The avowedly politicized language of punk rock bands, exemplified in the Sex Pistols' 1976 hit 'Anarchy in the UK', caught the sour mood of the time.
But the punk bands' politics were as one-dimensional as their range, the latter too often restricted to three chords and a single beat and dependent on volume for its effect. Like the Red Army Fraction, the Sex Pistols and other punk rock groups wanted above all to shock. Even their subversive appearance and manner came packaged in irony and a certain amount of camp. 'Remember the Sixties?' they seemed to say; 'Well, like it or not, we are what's left.' Musical subversion now consisted of angry songs decrying 'hegemony', their counterfeit political content masking the steady evisceration of musical form.

Excerpt from John Rotten, Met Podcast, "AngloMania: Tradition and Transgression in British Fashion":
The Sex Pistols have had an enormous influence on fashion, media, in fact everything ever since we first started in '75-'76. Everybody's copied from us, and nobody's really bothered to acknowledge where they took those ideas from. Our ideas came out of the catastrophe that we can call the British Empire falling apart. Royal family, class warfare, and a complete lack of consideration from any government then or since, is what really, really created the Sex Pistols. Out of intolerance came something perfect, like honesty. The lyrics to "God Save the Queen", they may not be eloquent, but they are not ignorant either. They are common sense from a common man. God Save the Queen. I'm neither anarchist nor monarchist, I'm a monanarchist.
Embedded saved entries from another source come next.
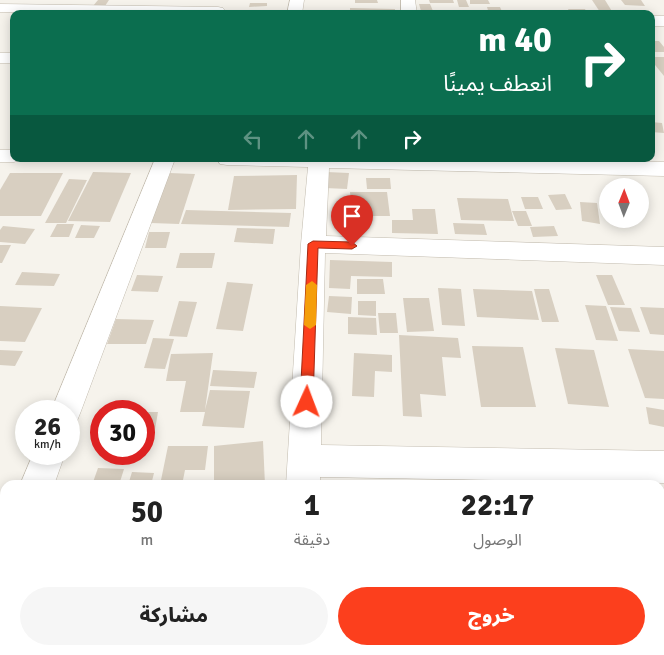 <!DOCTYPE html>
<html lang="ar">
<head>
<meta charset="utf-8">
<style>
  body { margin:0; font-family:Signika,"Noto Sans Arabic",sans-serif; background:#f6f6f6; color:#222; direction:rtl; height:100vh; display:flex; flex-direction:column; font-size:19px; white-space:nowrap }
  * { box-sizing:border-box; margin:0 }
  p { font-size:16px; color:#767676 }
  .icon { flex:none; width:28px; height:28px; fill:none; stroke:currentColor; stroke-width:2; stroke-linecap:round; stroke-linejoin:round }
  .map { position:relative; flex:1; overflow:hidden; direction:ltr }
  .panel { position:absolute; left:0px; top:480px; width:665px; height:175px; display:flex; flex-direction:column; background:#fff; border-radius:15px 15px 0 0; box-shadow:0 2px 12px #0003; direction:rtl }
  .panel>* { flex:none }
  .hud { position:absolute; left:10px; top:10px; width:645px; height:152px; border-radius:10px; box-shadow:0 2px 12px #0003; direction:rtl; background:#0b6e4f; color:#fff; overflow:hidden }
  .needle { width:32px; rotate:1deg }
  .tools { position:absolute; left:599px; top:178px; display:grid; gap:10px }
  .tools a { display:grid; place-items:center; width:50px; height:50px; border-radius:50%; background:#fff; box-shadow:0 2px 12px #0003; font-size:25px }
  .speed { position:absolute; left:15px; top:400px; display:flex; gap:10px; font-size:25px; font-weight:700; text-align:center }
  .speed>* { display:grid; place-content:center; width:65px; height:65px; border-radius:50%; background:#fff; box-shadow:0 2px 12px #0003; line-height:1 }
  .speed small { font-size:12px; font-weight:400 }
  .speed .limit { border:8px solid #d22; background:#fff; color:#111 }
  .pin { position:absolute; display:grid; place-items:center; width:42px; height:42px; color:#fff; margin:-51px -21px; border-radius:50% 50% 50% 0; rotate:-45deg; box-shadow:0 0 5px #0007 }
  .pin .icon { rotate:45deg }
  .me { position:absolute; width:55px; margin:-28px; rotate:2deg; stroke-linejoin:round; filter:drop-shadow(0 0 4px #0008) }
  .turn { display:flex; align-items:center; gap:18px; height:105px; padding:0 20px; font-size:22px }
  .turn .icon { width:65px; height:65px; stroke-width:2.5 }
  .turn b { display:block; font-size:35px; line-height:42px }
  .lanes { display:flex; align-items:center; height:48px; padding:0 20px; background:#0003; justify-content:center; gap:25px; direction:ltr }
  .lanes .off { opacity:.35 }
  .eta { display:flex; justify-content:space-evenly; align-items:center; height:85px; text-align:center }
  .eta b { font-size:30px; font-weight:800; line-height:35px }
  .button { display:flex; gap:10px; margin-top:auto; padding:10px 20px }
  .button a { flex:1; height:58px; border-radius:30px; background:#fc3f1d; color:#fff; font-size:20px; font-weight:800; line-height:58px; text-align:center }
  .button a+a { background:#f6f6f6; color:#222 }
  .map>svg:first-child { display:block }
</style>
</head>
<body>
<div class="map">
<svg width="664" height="655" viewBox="0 0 664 655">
  <rect width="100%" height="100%" fill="#f6f3ec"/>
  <!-- building -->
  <g fill="#d8cfc1">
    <path d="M98,0H109L105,6H93Z"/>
    <path d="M355,0H377L378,3H355Z"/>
    <path d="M429,0H453L454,3H430Z"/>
    <path d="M457,0H466L469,7H459Z"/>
    <path d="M470,0H488L490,4H470Z"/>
    <path d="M592,0H605L613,13L600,12Z"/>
    <path d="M621,0H641L645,6L625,5Z"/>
    <path d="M250,3H267V6L249,7Z"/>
    <path d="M419,4H430L433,11H421Z"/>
    <path d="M487,7H500L503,14H489Z"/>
    <path d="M350,8L395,9V13L350,14Z"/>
    <path d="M568,9H585L587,13H570Z"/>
    <path d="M651,41H659L664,47V52H651Z"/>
    <path d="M651,57H664V76L651,60Z"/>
    <path d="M651,122L662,123L664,133L651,132Z"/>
    <path d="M93,172L131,173L110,222L68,221Z"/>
    <path d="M326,172L349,173L347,189L325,188Z"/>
    <path d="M10,173H63L41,216H0V190Z"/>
    <path d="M169,173L195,174L179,224L151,223Z"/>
    <path d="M297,175L296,209L228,210L234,176Z"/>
    <path d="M366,178H390L391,189H367Z"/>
    <path d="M69,179L87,180L66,223H45Z"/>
    <path d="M350,192H387L390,216H352Z"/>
    <path d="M565,194L572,209L556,210L548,195Z"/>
    <path d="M521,197H538L543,209H525Z"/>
    <path d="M457,198L508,199L514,221L461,220Z"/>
    <path d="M580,202L597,203L600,224L582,221Z"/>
    <path d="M412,209H435L438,234L392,233V220H413Z"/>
    <path d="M186,210L291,213L289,227L181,224Z"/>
    <path d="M512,211H526L532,226H518Z"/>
    <path d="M453,223L484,224L487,235L455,234Z"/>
    <path d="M57,224H74L69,237H50Z"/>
    <path d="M81,225L100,226L94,238H75Z"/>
    <path d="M3,226L35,229L25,244L0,242V230Z"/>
    <path d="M554,226L558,236L533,237L530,227Z"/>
    <path d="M237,228L275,229L273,244L234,242Z"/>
    <path d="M149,232H170L166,248H145Z"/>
    <path d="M0,245H11L2,263H0Z"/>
    <path d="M180,253H215L212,268H176Z"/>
    <path d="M330,260L392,262V277L351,276L350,289L329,288Z"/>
    <path d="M22,272L60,274L54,286L15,285Z"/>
    <path d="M137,275L163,276L158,292L131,291Z"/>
    <path d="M596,275H612L625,305H608Z"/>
    <path d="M357,279H383L385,294H357Z"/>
    <path d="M227,282L253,284L243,331L216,329Z"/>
    <path d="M438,288L461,289L465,326L442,325Z"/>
    <path d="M473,289L532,291L539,320L477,317Z"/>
    <path d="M534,289H549L559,322H542Z"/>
    <path d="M329,296L352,297L351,314L327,312Z"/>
    <path d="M403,298H429L434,331L407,332Z"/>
    <path d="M179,301L197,302L187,337L169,336Z"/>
    <path d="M358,301H376V316L358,315Z"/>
    <path d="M585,305L606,306L618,341L596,340Z"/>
    <path d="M0,306L42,308L25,342L0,341Z"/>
    <path d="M610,307L631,308L640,332L619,331Z"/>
    <path d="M640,307L664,308V335L650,334Z"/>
    <path d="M378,313H396L398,333H380Z"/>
    <path d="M348,317L376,318L377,335L348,334Z"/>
    <path d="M116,319L154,320L146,344H107Z"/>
    <path d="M399,335L458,338L461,358L442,357L446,396L420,394L422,417L403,416Z"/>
    <path d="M153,338L174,339L165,369L144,368Z"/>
    <path d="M472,346L523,347L536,407H481Z"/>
    <path d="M555,348L594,350L609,407L568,404Z"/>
    <path d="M628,349L664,351V399L645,398Z"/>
    <path d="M0,350L23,351L15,366L0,365Z"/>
    <path d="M213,353L205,410L210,390L250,391L244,428L202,426L205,412H180L186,381H166L171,354Z"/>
    <path d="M354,353L392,355V372L375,371L374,397L352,396Z"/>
    <path d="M213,370L257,372L254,388L210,386Z"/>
    <path d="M646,407L664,410V427L649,424Z"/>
    <path d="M144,412H158L154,435H144Z"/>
    <path d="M263,441L265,485H214V446Z"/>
    <path d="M168,446H208L205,470H185L182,485H160Z"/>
    <path d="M98,468L124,469L119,485H92Z"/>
    <path d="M132,472L154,473L151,485H128Z"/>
    <path d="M4,650H100L99,655H2Z"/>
    <path d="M213,650H248L247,655H212Z"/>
  </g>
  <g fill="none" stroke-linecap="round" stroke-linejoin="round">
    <!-- minor casing -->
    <g stroke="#c2bbae" stroke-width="1">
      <g id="minor">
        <path d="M290,0H304L302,14H287Z"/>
        <path d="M401,0H415L417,14H401Z"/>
        <path d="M0,4L218,7L223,8L225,11L224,14L0,12Z"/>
        <rect x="651" y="16" width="13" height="10"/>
        <rect x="0" y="53" width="14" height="10"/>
        <path d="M0,150H14V159H23L14,162H0Z"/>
        <path d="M155,159H175L81,411L77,421L69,424V411H51Z"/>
        <path d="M217,159H505L664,162V176L329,168L326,236L664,247V265L325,253L321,445L664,451V483L320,477V485H286L301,244L308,167L227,165L220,164Z"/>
        <path d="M33,454H65L54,485H20Z"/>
        <path d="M5,549V597L0,599V552Z"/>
        <rect x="273" y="650" width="40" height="5"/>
      </g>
    </g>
    <!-- minor -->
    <use href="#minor" fill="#fff" fill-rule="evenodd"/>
  </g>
  <!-- route -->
  <path fill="#fc3f1d" stroke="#a42913" d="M313,241L352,242L357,246L352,249L318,248L313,402L311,406L307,408L302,406L300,402L308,244Z"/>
  <!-- slow -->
  <path fill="#f59e0b" d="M312,281L317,285L316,325L310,329L304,325L306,285Z"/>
</svg>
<div class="tools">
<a><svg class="needle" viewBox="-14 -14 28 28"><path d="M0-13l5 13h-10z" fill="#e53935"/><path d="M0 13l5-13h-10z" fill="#767676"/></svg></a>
</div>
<div class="speed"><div>26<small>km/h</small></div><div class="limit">30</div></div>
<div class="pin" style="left:352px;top:246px;background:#d93025"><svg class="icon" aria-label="arrive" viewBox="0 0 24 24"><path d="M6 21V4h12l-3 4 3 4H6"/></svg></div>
<svg class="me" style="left:307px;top:402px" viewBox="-20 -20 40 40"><circle r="19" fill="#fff"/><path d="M0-13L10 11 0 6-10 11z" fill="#fc3f1d"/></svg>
<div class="hud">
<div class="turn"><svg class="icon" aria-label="right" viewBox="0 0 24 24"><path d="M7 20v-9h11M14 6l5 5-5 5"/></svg><div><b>40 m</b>انعطف يمينًا</div></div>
<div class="lanes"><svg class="icon off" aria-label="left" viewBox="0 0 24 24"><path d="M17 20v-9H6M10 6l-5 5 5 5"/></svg><svg class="icon off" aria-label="ahead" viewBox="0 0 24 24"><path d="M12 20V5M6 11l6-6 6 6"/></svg><svg class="icon off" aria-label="ahead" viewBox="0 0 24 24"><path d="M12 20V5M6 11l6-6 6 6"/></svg><svg class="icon" aria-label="right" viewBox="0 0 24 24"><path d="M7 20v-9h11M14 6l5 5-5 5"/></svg></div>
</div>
<section class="panel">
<div class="eta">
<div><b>22:17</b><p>الوصول</p></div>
<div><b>1</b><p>دقيقة</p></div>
<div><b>50</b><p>m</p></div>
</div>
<div class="button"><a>خروج</a><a>مشاركة</a></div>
</section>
</div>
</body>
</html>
The lyrics, as such: God save the Queen/the Fascist regime/it made you a moron/potential H-bomb/God save the Queen/she ain't no human being/there is no future/in England's dreaming/don't be told what you want/don't be told what you need/there is no future/no future for you/God save the Queen/we mean it, man/we love our Queen/God saves/God save the Queen/'cause tourists, their money/and our figurehead is not what she seems/oh, God save history/go save your mad parade/Lord God have mercy/'cause all crimes are paid/when there's no future, how can there be sin?/we're the flowers in the dustbin/we're the poison in the human machine/we're the future/we're your future/God save the Queen/we mean it, man.

To my mind, these lyrics are self-explanatory; if you have no comprehension where I stand on the subject, then you are not really clearly listening. I was brought up in poverty abject, as most people I have ever known were. What the Sex Pistols managed to do was combine children from many different social structures, and created something exceptionally different. We created equality amongst ourselves, and we did this without monarchy or government indulgence.